# Carpenter/Joiner/staircase supplier in central Portugal



## p9cbs (Jul 14, 2015)

Good evening
Just wondering if anyone can recommend a carpenter/joiner in central Portugal or a company who build/sell staircases. Our house is near Tomar.
Thank-you


----------



## travelling-man (Jun 17, 2011)

There's one on the Ansaio Industrial Zone but others might be able to suggest one a little closer to you.


----------



## p9cbs (Jul 14, 2015)

Thank-you Steve, you mentioned them before IIRC - I am trying to get in touch with them. I have also tried the company in Pombal but no reply to emails and language barrier on phone has so far made communication impossible.
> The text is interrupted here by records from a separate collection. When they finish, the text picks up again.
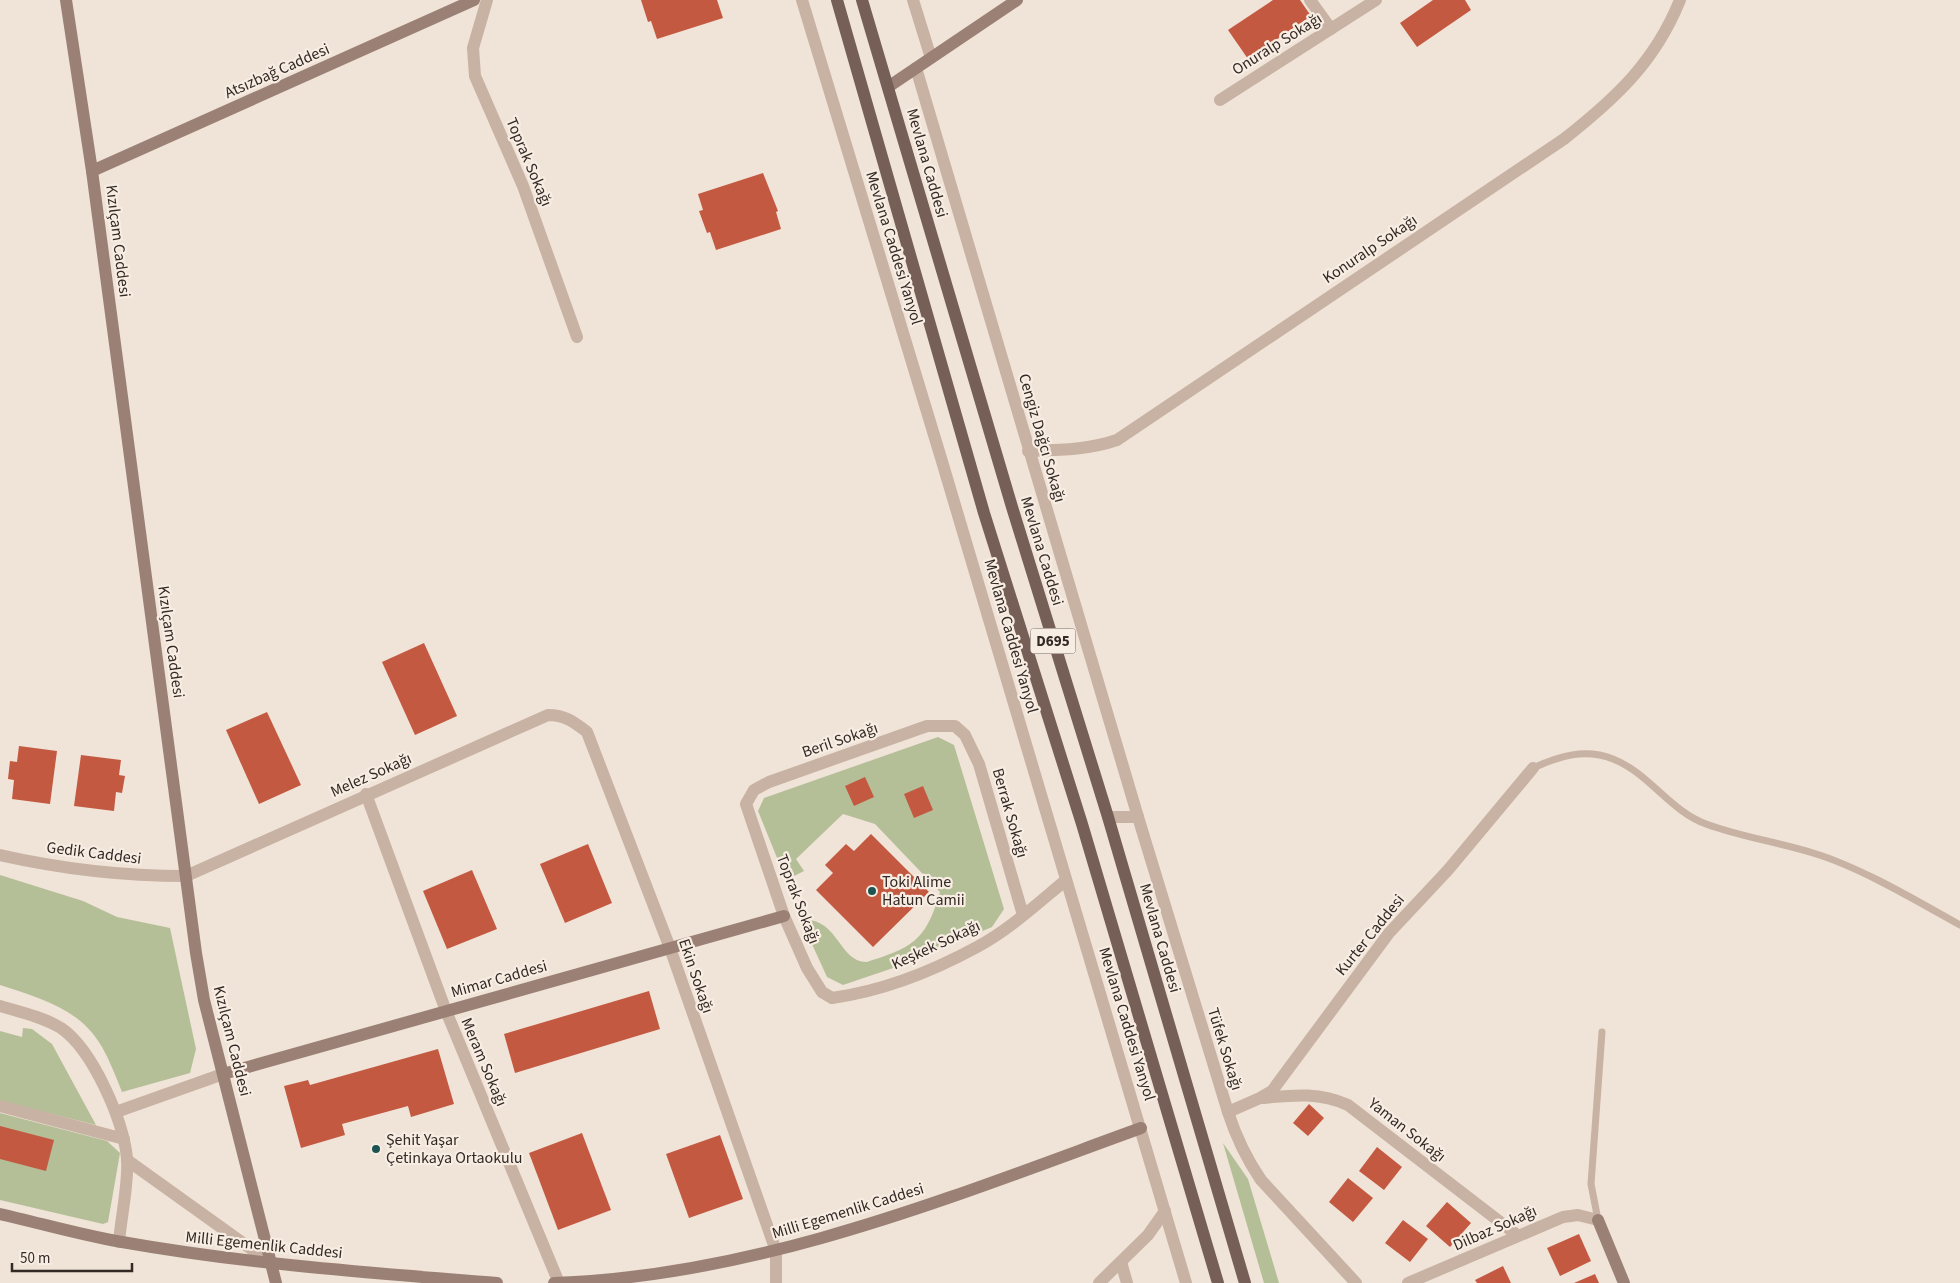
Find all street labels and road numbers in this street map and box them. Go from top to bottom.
street label: Onuralp Sokağı [1228,8,1326,80]
street label: Atsızbağ Caddesi [221,38,333,104]
street label: Mevlana Caddesi [901,106,953,220]
street label: Toprak Sokağı [500,114,558,210]
street label: Mevlana Caddesi Yanyol [860,168,928,328]
street label: Kızılçam Caddesi [100,183,136,299]
street label: Konuralp Sokağı [1318,209,1422,289]
street label: Cengiz Dağcı Sokağı [1013,371,1071,505]
street label: Mevlana Caddesi [1015,494,1069,608]
street label: Mevlana Caddesi Yanyol [978,556,1044,716]
street label: Kızılçam Caddesi [152,584,190,700]
road number: D695 [1030,628,1076,654]
street label: Beril Sokağı [799,717,881,763]
street label: Melez Sokağı [327,747,415,803]
street label: Berrak Sokağı [987,766,1033,860]
street label: Gedik Caddesi [45,836,143,870]
street label: Toprak Sokağı [771,851,825,947]
street label: Mevlana Caddesi [1134,881,1186,995]
street label: Kurter Caddesi [1330,890,1410,980]
street label: Keşkek Sokağı [888,915,984,975]
street label: Ekin Sokağı [673,936,719,1016]
street label: Mevlana Caddesi Yanyol [1093,944,1161,1104]
street label: Mimar Caddesi [448,955,550,1003]
street label: Kızılçam Caddesi [208,983,256,1099]
street label: Tüfek Sokağı [1202,1005,1248,1093]
street label: Meram Sokağı [455,1014,513,1110]
street label: Yaman Sokağı [1363,1092,1450,1167]
street label: Milli Egemenlik Caddesi [769,1177,927,1245]
street label: Dilbaz Sokağı [1450,1200,1540,1256]
street label: Milli Egemenlik Caddesi [184,1226,344,1264]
I will keep at it.


----------



## travelling-man (Jun 17, 2011)

The Portuguese don't often reply to emails but I'll be going past there later this week so will try to drop in & kak them out for you.


----------



## p9cbs (Jul 14, 2015)

That would be amazing. My emails are pinging back to me- the email address I have found online for them just does not work. If you could possibly get their details for me or give them my email that could be a start. If they have an English speaker there - the phone number would be useful as well. I am very grateful - if you can help at all.


----------



## travelling-man (Jun 17, 2011)

I'll do my best. LOL


----------



## p9cbs (Jul 14, 2015)

Thank-you and sorry- reading back it looks like I have given you a wish list!!!! Any contact info will be great if you are able to get it.


----------



## travelling-man (Jun 17, 2011)

Bad news..... I went there twice today and a company vehicle is parked in the compound, the place is locked up tight and there are for sale signs plastered everywhere so it looks like they've gone out of business I'm afraid.


----------



## p9cbs (Jul 14, 2015)

Oh what a shame. Thank-you so, so much for taking the time to have a look for me. Back to the drawing board!!!!


----------



## Strontium (Sep 16, 2015)

Try this place near Tomar, drive in and ask them for information as they supply a lot of local builders and us.
https://www.google.co.uk/maps/place...m2!3m1!1s0xd187bf61ddcb519:0x4325d825048a32d2

We had ours made by the local wood yard near Cabaços, they just came, chatted, measured the existing rotten one, cut the wood and delivered it and we slotted it together.


----------